I’ll admit that I giggled when Miley cut her hair and her twitter fan said she looked butch. I laughed when Britney went loco and shaved it all off. Hair seems to be the number one method of rebellion for the Disney starlets, this host of young women who grow up in front of the camera with overly white smiles and innocent girlish good-looks (often dimples), and then completely implode in the most public way possible.  Yes, of course, these girls seek out stardom, and there will always be young kids who will do anything to get on TV or have their fame moment online, particularly now in this image-saturated techno age. And there will always be parents who will push their child from the moment they can walk to be a triple singing-dancing-acting threat. But what really intrigues/confuses me is this idea of the spectacle itself, the way in which there is an intense focus placed on these young women as they mature from kids to teenagers to young adults:  it’s a coming-of-age that comes with a side of anti-depressants and multiple rehab trips – but it serves as global entertainment – whether it’s taking place on the Disney set, or through leaked grainy mobile bra pics and indiscretions at the Chateau Marmont.

What I find interesting is the way in which these girls become less subject, more object. Their constructed images on Disney shows, particularly those of Miley, Selena and Vanessa Hudgens, are deliberately blurred between fiction and reality.
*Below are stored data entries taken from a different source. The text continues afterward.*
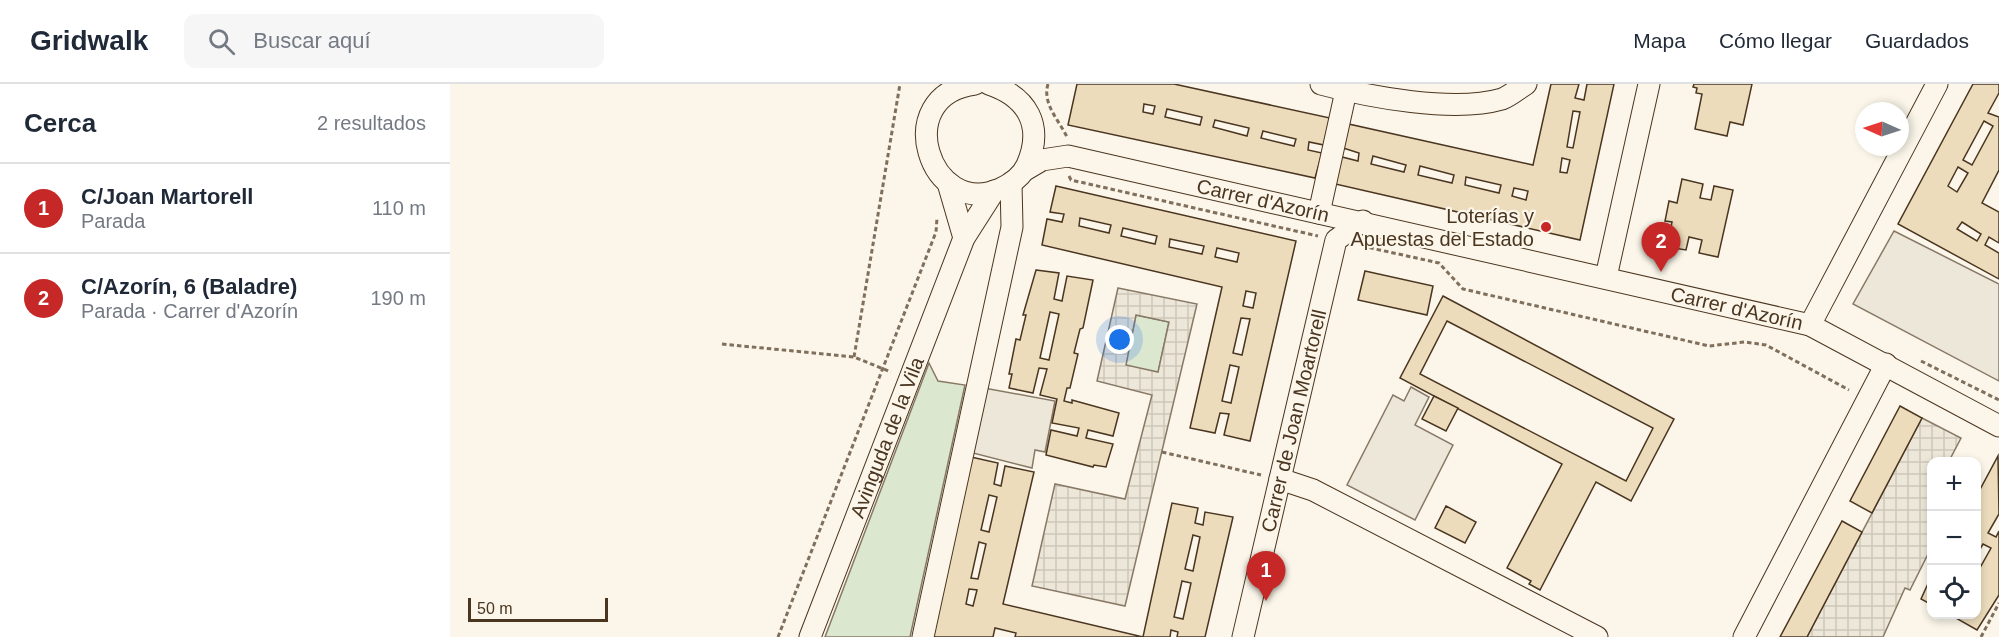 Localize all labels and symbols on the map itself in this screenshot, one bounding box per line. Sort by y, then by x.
north arrow [1855,102,1909,156]
street label: Carrer d'Azorín [1195,175,1331,226]
place label: Loterías y Apuestas del Estado [1351,205,1534,250]
marker: Loterías y Apuestas del Estado [1539,220,1553,234]
pin: 2 [1642,222,1680,272]
street label: Carrer d'Azorín [1669,283,1805,334]
street label: Carrer de Joan Moartorell [1257,307,1330,534]
your location [1105,325,1134,354]
street label: Avinguda de la Vila [846,353,928,521]
pin: 1 [1246,552,1286,601]
scale bar [468,595,608,622] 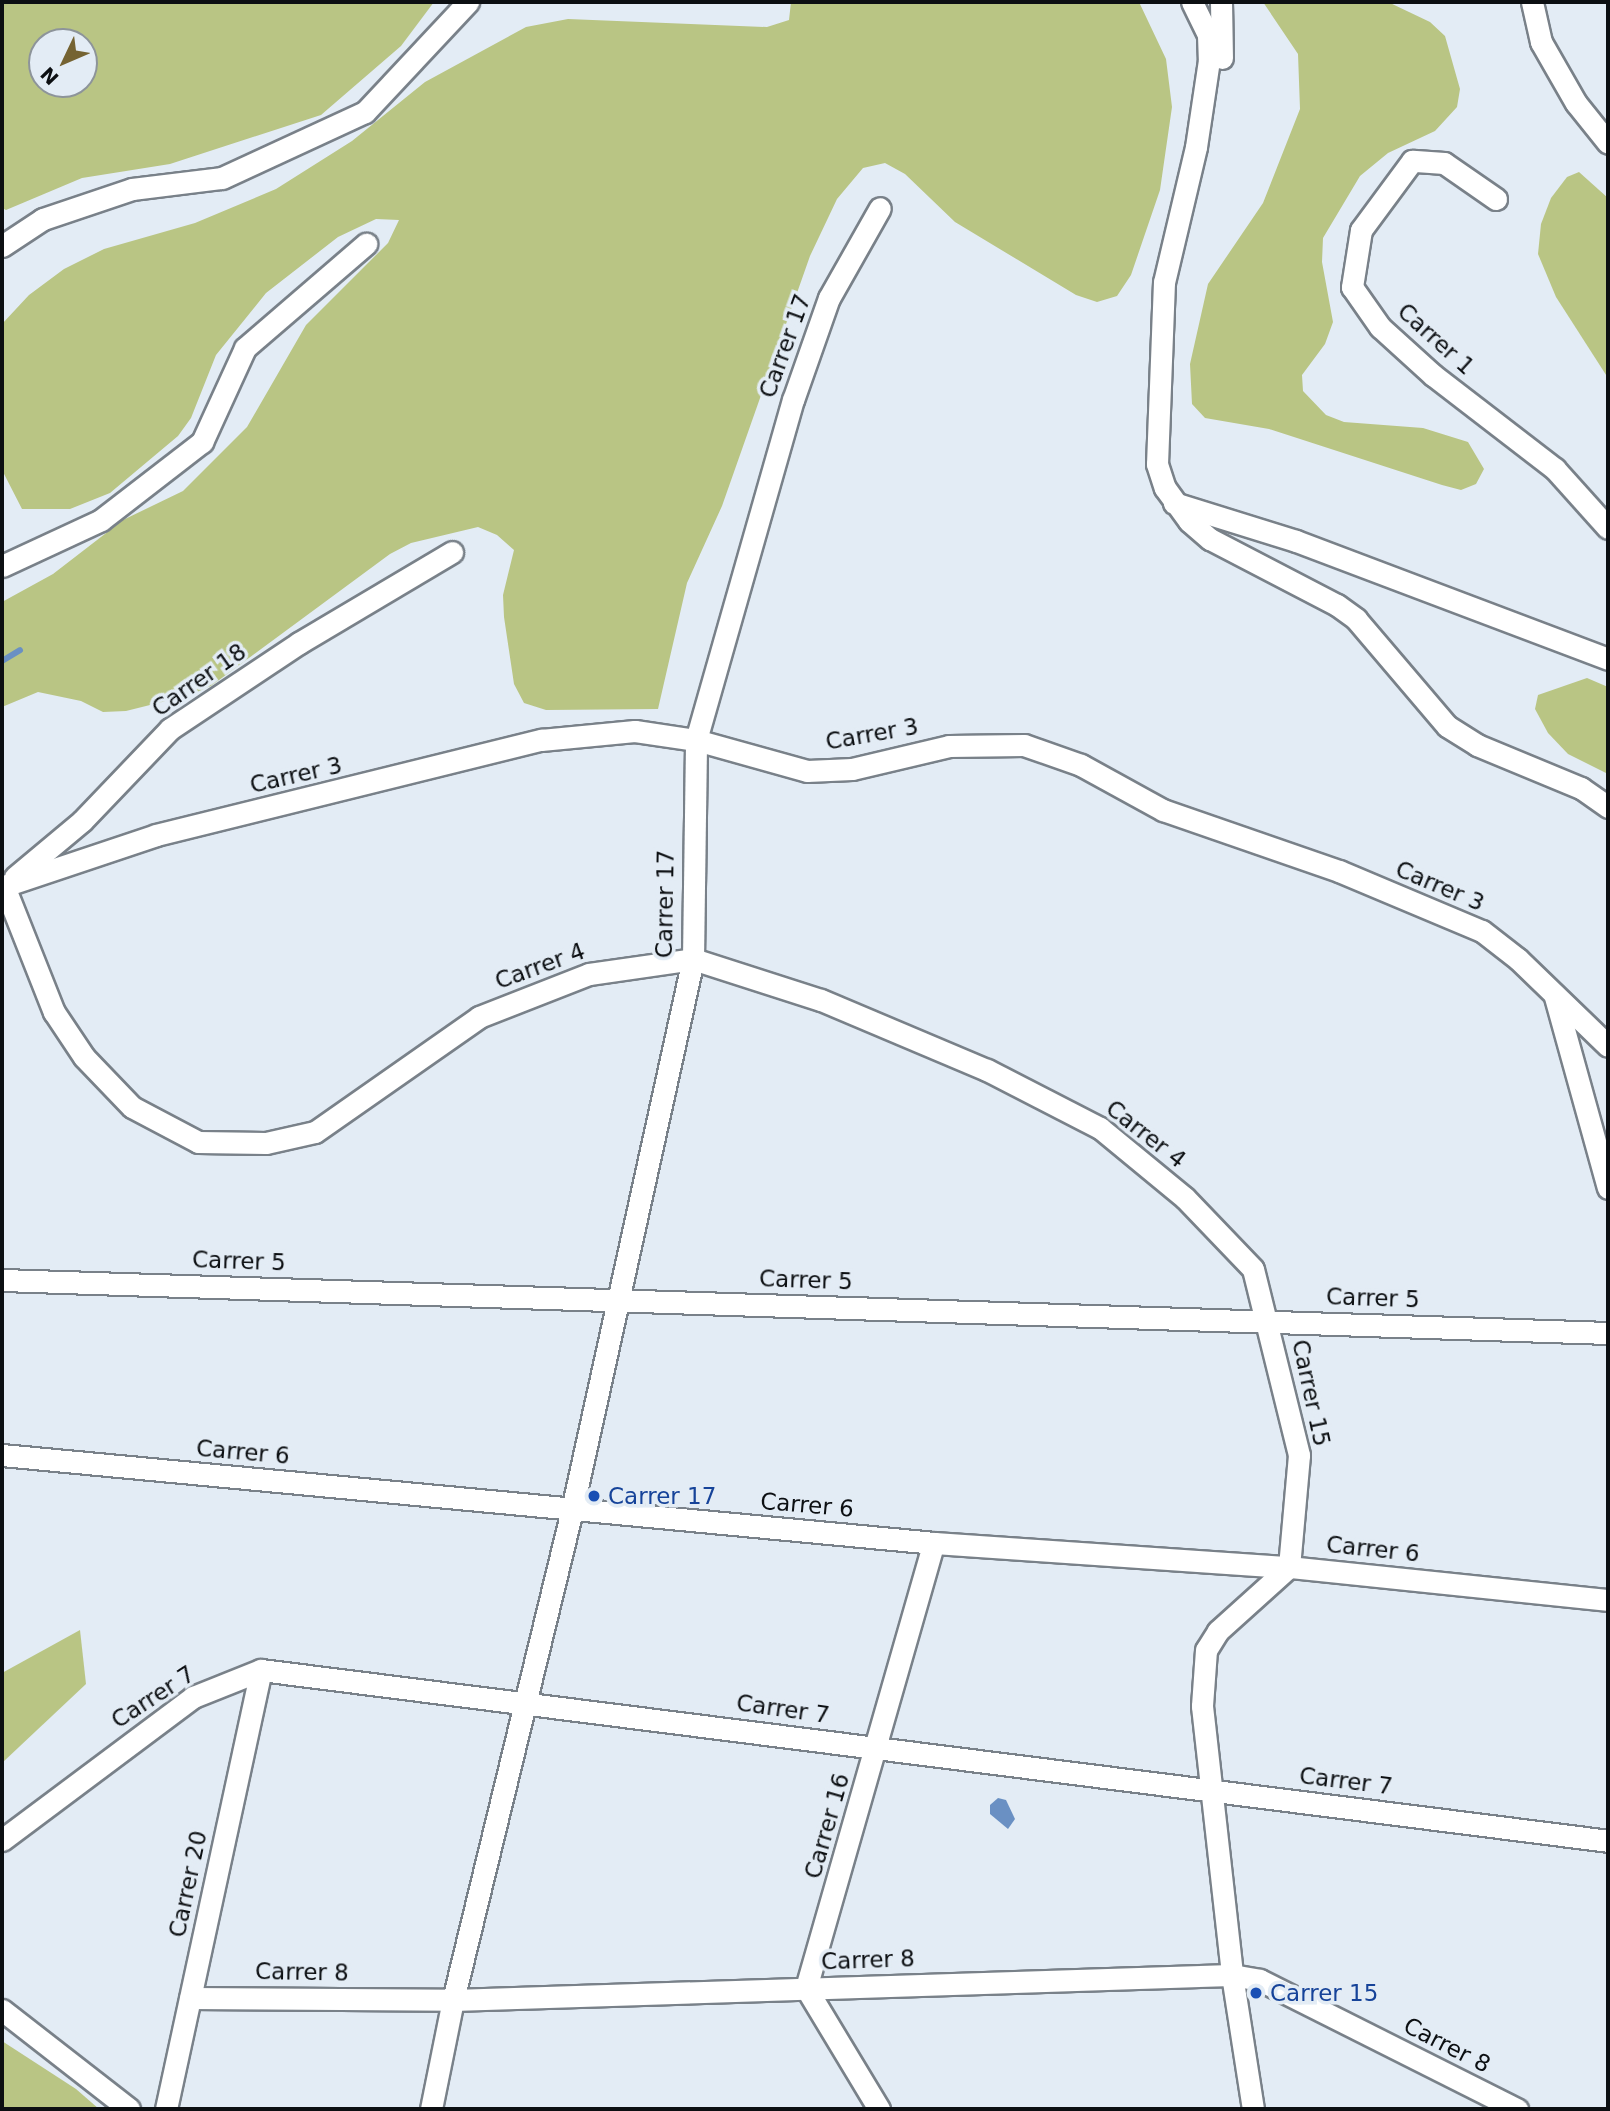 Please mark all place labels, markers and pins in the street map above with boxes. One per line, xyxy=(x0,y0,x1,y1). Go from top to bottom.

Miley playing Miley Stewart on Hannah Montana paralleled and reacted with her own ascent to stardom, it made the cracks all the more powerful when the cigarette and salvia-smoking Cyrus made the front page of People. And there so many of them, and most, not all, follow exactly the same pattern: a rapid acceleration of fame and success, followed by an equally rapid self-destructive downward spiral, often involving drugs, excessive sexual escapades, and very public mental breakdowns.

Eileen Myles wrote in Inferno ‘that there is a moment a women’s life when she discovers she can have sex with as many people as she wants.’ And I wonder if it is this moment that lies at the heart of the spectacle the audience finds so intoxicating, the moment of transition between innocent child-star and fully-fledged, often raging, sexual woman – Christina’s crotchless pants come to mind. And this moment, this point of knowledge is captured in so much detail, from going out sans underwear, to lesbian flirtations, and an endless succession of DUI’s and mugshots. Maybe it’s a need to see childish innocence so completely undone in a very pubic manner, an obsession with a hedonistic female youth that we all secretly desire to be or to have. Is it that much-discussed idea that we all desire to see the virgin (as so many of these girls avow their chastity upfront) suddenly and completely destroyed by their sexualisation and involvement in adult life? That it’s kind of hot when they’re virgins with midrifts but not when they actually start having sex. I’m not sure.

Maybe it’s just that the information is so easily available now – fb, twitter, tumblr, perezhilton – that we just expect and anticipate these images and these narratives – that they are now embedded in the culture. It’s a twist on the coming-of-age narrative that seems easy to get, expected, contained in three very nicely packaged acts (ascent-fall-redemption).

What I really want to untangle, and what I’m struggling to get, is the reason why there is this endless self-perpetuating cycle of young girls going from mega child-stardom, with usually a very public Christian message or avowal (thank you Disney) to hysteric and mental collapse, and then a kind of recuperation/reinvention through even more media outlets (see Lindsey and her posters for the new Lifetime series Dick and Liz). There is the endless level of interest, curiosity and desire for gossip-porn that sustains it. And I don’t think that it can be dismissed as tall poppy syndrome, or that it’s simply part of human nature to want to see these girls fall off their very high and wealthy pedestal.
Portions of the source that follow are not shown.